In recent years, much emphasis has been placed on keeping engine speeds as low as possible to conserve fuel, so 1,800-2,000 rpm may be forbidden territory for some drivers. You are not using any fuel when using the engine brake (no more than you would at idle).

With the engine brake on, the engine is acting like a big air compressor that’s driven by the momentum of the truck via the drive wheels. Keep the engine speed high, and don’t worry about fuel economy.

Some automated transmissions are programmed to upshift automatically when engine speed reaches a certain point. While running the engine at 1,800-2,000 rpm, you may need to place the transmission in “manual” or “hold” mode to prevent an upshift. If you are going too fast to begin with, even at high rpm, the weight and speed of the truck – coupled with the steepness of the grade – may eventually cause the transmission to upshift to protect the engine from overspeeding.

Obviously, the problem there is not an inadequate engine brake. It’s that the truck is going too fast for the engine brake to maintain a safe speed.
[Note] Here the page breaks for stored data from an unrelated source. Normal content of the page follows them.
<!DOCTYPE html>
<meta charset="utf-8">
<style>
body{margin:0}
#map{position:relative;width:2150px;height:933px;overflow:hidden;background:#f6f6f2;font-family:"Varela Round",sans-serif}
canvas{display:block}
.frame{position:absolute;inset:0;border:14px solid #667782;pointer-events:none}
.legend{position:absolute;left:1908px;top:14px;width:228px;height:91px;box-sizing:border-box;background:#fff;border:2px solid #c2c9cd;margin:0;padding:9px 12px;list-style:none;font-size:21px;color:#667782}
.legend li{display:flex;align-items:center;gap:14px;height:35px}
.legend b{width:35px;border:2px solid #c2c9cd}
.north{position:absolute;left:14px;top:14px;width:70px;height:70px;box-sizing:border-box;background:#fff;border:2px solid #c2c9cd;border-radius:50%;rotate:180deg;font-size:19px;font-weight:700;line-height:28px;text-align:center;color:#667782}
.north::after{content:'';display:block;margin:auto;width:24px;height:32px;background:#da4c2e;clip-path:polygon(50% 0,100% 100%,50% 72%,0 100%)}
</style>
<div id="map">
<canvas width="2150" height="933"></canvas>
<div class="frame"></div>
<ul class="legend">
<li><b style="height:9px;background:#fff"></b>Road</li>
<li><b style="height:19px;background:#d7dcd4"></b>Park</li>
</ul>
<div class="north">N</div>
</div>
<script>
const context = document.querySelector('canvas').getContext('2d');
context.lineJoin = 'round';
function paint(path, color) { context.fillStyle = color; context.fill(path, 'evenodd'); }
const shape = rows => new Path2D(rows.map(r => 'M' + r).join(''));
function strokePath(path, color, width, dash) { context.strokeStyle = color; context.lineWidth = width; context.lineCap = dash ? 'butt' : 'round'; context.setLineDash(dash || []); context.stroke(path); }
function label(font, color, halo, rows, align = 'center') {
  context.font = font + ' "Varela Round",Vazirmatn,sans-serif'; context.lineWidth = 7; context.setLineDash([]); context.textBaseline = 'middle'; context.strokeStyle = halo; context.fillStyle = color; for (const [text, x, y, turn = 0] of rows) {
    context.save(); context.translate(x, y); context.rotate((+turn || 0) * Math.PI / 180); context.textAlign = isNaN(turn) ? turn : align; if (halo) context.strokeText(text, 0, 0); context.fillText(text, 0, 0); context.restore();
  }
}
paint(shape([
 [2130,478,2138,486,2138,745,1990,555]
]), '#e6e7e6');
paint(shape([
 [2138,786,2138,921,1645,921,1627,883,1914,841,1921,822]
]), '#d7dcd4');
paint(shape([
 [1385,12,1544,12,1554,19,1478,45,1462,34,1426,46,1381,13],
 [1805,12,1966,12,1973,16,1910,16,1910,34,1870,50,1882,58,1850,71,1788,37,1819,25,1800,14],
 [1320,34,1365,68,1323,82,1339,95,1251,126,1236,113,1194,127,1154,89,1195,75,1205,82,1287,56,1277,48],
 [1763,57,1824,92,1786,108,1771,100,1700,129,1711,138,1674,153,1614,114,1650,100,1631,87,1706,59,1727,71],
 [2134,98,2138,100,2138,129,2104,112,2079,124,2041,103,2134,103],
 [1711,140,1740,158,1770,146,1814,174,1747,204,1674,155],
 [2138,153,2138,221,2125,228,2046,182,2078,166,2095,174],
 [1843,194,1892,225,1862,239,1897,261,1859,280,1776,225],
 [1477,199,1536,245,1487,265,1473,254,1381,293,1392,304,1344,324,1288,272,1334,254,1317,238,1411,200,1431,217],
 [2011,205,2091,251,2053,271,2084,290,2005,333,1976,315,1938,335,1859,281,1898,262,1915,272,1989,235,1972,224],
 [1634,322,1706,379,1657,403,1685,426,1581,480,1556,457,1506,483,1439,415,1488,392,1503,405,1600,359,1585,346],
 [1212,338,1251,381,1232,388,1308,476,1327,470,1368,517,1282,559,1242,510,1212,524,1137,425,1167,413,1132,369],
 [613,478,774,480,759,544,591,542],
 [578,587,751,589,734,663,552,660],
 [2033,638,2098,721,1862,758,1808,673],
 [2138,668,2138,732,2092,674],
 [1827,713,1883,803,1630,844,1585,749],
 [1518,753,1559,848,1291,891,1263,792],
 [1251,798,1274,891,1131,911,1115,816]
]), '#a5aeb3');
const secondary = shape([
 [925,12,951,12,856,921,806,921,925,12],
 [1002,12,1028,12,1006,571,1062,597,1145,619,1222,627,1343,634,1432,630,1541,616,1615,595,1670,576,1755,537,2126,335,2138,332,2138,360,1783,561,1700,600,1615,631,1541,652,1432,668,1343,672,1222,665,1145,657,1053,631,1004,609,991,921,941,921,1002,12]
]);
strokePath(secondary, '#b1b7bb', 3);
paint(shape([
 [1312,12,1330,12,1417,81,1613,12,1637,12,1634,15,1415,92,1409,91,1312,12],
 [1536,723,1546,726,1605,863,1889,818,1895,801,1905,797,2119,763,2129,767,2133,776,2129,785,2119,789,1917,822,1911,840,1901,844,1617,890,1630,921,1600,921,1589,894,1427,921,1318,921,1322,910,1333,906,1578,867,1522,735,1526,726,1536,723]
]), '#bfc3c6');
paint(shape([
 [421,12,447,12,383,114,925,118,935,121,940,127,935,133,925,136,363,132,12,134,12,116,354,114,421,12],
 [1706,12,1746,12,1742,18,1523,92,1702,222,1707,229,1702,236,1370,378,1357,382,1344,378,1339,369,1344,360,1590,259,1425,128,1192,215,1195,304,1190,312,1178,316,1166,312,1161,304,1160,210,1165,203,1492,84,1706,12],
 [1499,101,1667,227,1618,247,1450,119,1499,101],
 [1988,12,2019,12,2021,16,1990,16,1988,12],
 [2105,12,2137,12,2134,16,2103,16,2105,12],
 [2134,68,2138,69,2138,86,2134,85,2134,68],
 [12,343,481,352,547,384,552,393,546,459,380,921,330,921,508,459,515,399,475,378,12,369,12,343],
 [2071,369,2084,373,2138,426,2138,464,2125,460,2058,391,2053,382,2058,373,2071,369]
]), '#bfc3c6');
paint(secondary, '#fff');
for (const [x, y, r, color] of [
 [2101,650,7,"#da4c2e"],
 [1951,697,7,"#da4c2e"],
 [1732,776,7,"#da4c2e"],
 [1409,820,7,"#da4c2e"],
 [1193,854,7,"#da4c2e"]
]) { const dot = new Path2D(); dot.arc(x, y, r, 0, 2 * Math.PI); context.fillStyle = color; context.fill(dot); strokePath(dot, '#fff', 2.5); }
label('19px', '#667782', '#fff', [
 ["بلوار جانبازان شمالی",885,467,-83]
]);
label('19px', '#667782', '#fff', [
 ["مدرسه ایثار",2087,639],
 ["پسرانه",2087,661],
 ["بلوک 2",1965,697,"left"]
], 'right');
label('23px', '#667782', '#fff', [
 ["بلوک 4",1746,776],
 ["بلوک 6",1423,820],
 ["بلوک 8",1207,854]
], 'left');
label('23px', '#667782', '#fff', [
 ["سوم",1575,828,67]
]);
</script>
“If you get into the wrong gear, the time to fix that is at the top of the hill before the brakes get too hot,” adds Roberts.

Drivers were once told to “use the same gear to come down the hill that you used when climbing the hill”. But that doesn’t always apply today.

“Engines are more powerful than they once were and may be capable of climbing faster than they can safely be driven down the hill,” Roberts says. “Besides, you may have a different load on coming down than when you went up the hill, or you may have never been on that hill before.”

The best course of action is still to choose a gear that will allow the truck to maintain a speed where the engine rpm is in the 1,800- to 2,000-rpm range in any of the three engine brake positions, depending on the steepness of the grade.

What about disc brakes?

All the technical detail we have discussed here, so far, relates to drum brakes.

Drum brakes are subject to brake fade because excessive heat can change the lining’s friction properties, and the drum expands as it gets hotter. Disc brakes are fundamentally different in that the rotor, which rotates between two brake pads, expands toward the friction material as

it gets hotter, shortening the application stroke and actually improving brake performance.

If the tractor has discs and the trailer has drums, or vice versa, an imbalance situation could result where the disc-equipped vehicle is doing more of the work, causing the brakes to wear faster.

However, even with disc brakes, the weight and speed considerations still apply. A loaded truck barreling down a hill will need a longer distance to stop than when it’s operating on level ground.

If you stick with Roberts’ advice on how to descend a mount grade, it won’t matter if you have discs or drums because you won’t be using any brake on the hill anyway, right?

(Photo: istock)

5 tips to descending a mountain grade

  1. Make sure your brakes are properly adjusted and in good working order before venturing into mountainous terrain.
  2. Slow way down or stop in a brake check area at the top of the hill while the brakes are still cool.
  3. Proceed down the hill in a gear that allows the truck to maintain a speed where the engine rpm is in the 1,800- to 2,000-rpm range in any of the three engine brake positions, depending on the steepness of the grade – and without making a service-brake application.
  4. Avoid the temptation to upshift if you are seemingly going too slow. Use the engine brake to control vehicle speed. The grade might get steeper around the next curve.
  5. Ignore the speed other drivers are doing. They may be lightly loaded, inexperienced, or driving dangerously fast for conditions.